(Stored data)
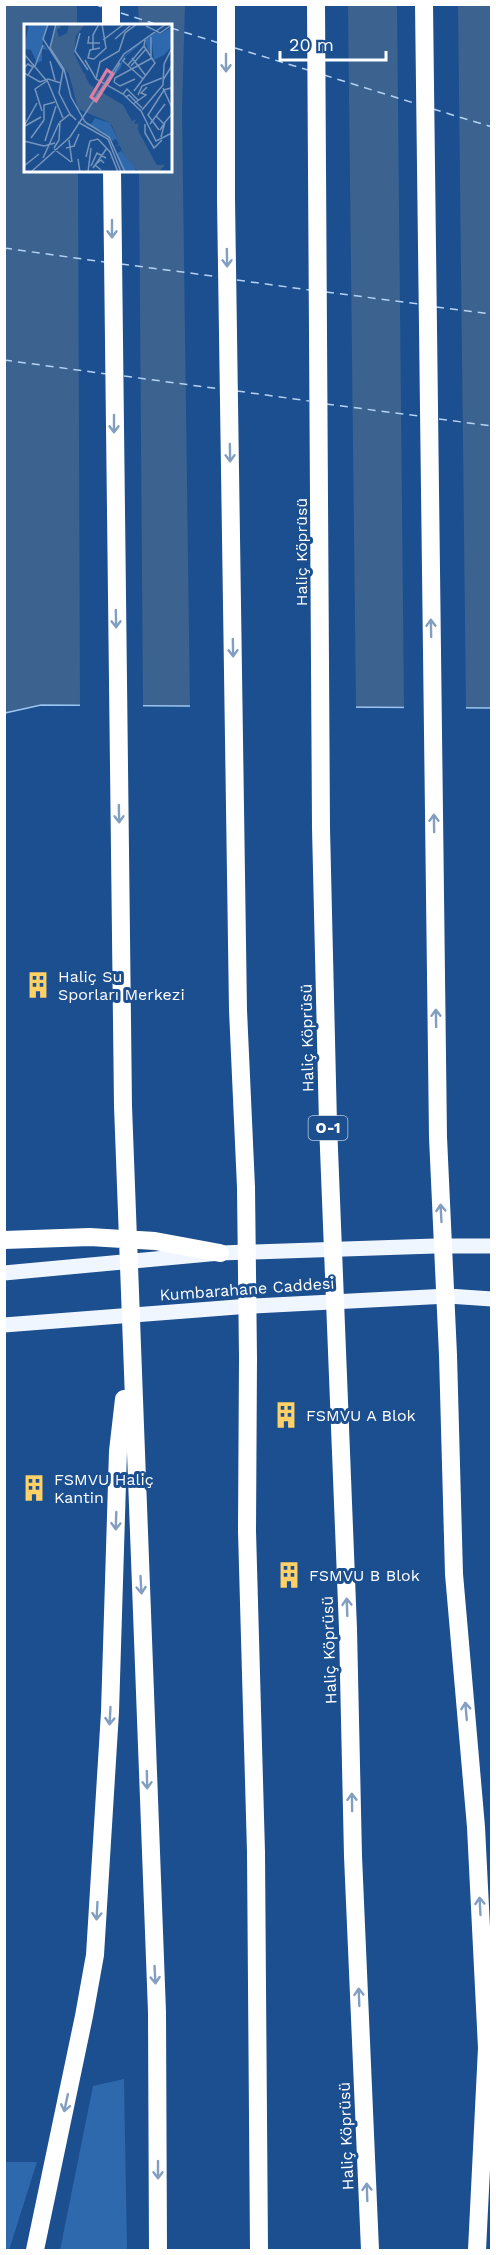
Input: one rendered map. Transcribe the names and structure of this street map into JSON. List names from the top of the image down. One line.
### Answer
{"streets":{"highway":["Haliç Köprüsü","O-1"],"main road":["Kumbarahane Caddesi"]},"places":{"building":["Haliç Su Sporları Merkezi","FSMVU A Blok","FSMVU Haliç Kantin","FSMVU B Blok"]},"scale_bar":"20 m"}
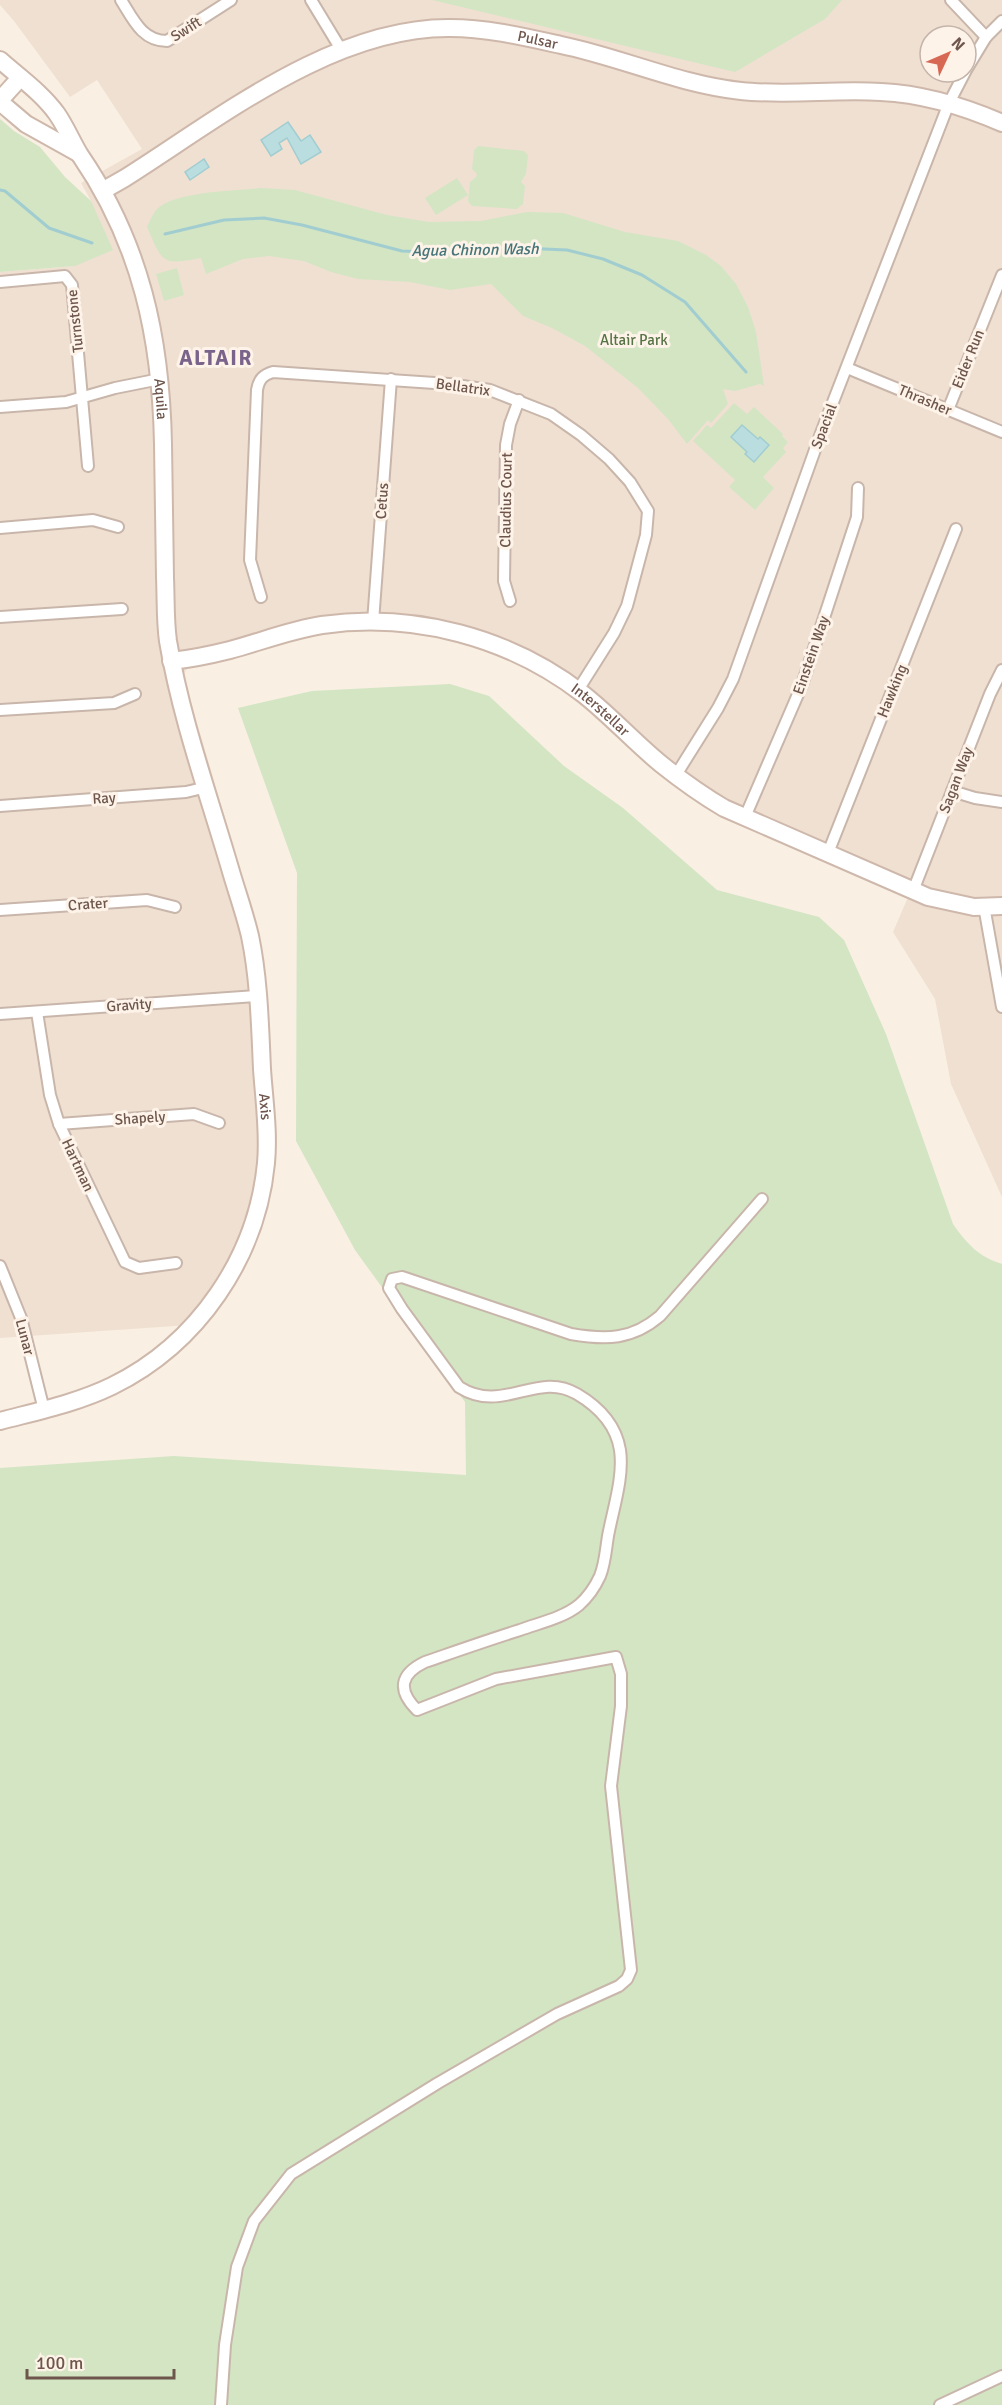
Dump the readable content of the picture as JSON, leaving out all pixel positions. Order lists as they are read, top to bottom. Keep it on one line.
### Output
{"streets":{"street":["Swift","Pulsar","Turnstone","Eider Run","Bellatrix","Aquila","Thrasher","Spacial","Claudius Court","Cetus","Einstein Way","Hawking","Interstellar","Sagan Way","Ray","Crater","Gravity","Axis","Shapely","Hartman","Lunar"]},"crossings":[["Pulsar","Aquila"],["Pulsar","Spacial"],["Eider Run","Thrasher"],["Bellatrix","Claudius Court"],["Bellatrix","Cetus"],["Bellatrix","Interstellar"],["Aquila","Interstellar"],["Aquila","Axis"],["Thrasher","Spacial"],["Spacial","Interstellar"],["Cetus","Interstellar"],["Einstein Way","Interstellar"],["Hawking","Interstellar"],["Interstellar","Sagan Way"],["Interstellar","Axis"],["Ray","Axis"],["Gravity","Axis"],["Gravity","Hartman"],["Axis","Lunar"],["Shapely","Hartman"]],"districts":["ALTAIR"],"water":["Agua Chinon Wash"],"parks":["Altair Park"],"scale_bar":"100 m","north":"top right"}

→ **Exercise details**
Reproduce the records above word for word, without the images.

→ **Answer to the exercise**
Input: one rendered map. Transcribe the names and structure of this street map into JSON. List names from the top of the image down. One line.
### Answer
{"streets":{"highway":["Haliç Köprüsü","O-1"],"main road":["Kumbarahane Caddesi"]},"places":{"building":["Haliç Su Sporları Merkezi","FSMVU A Blok","FSMVU Haliç Kantin","FSMVU B Blok"]},"scale_bar":"20 m"}
Dump the readable content of the picture as JSON, leaving out all pixel positions. Order lists as they are read, top to bottom. Keep it on one line.
### Output
{"streets":{"street":["Swift","Pulsar","Turnstone","Eider Run","Bellatrix","Aquila","Thrasher","Spacial","Claudius Court","Cetus","Einstein Way","Hawking","Interstellar","Sagan Way","Ray","Crater","Gravity","Axis","Shapely","Hartman","Lunar"]},"crossings":[["Pulsar","Aquila"],["Pulsar","Spacial"],["Eider Run","Thrasher"],["Bellatrix","Claudius Court"],["Bellatrix","Cetus"],["Bellatrix","Interstellar"],["Aquila","Interstellar"],["Aquila","Axis"],["Thrasher","Spacial"],["Spacial","Interstellar"],["Cetus","Interstellar"],["Einstein Way","Interstellar"],["Hawking","Interstellar"],["Interstellar","Sagan Way"],["Interstellar","Axis"],["Ray","Axis"],["Gravity","Axis"],["Gravity","Hartman"],["Axis","Lunar"],["Shapely","Hartman"]],"districts":["ALTAIR"],"water":["Agua Chinon Wash"],"parks":["Altair Park"],"scale_bar":"100 m","north":"top right"}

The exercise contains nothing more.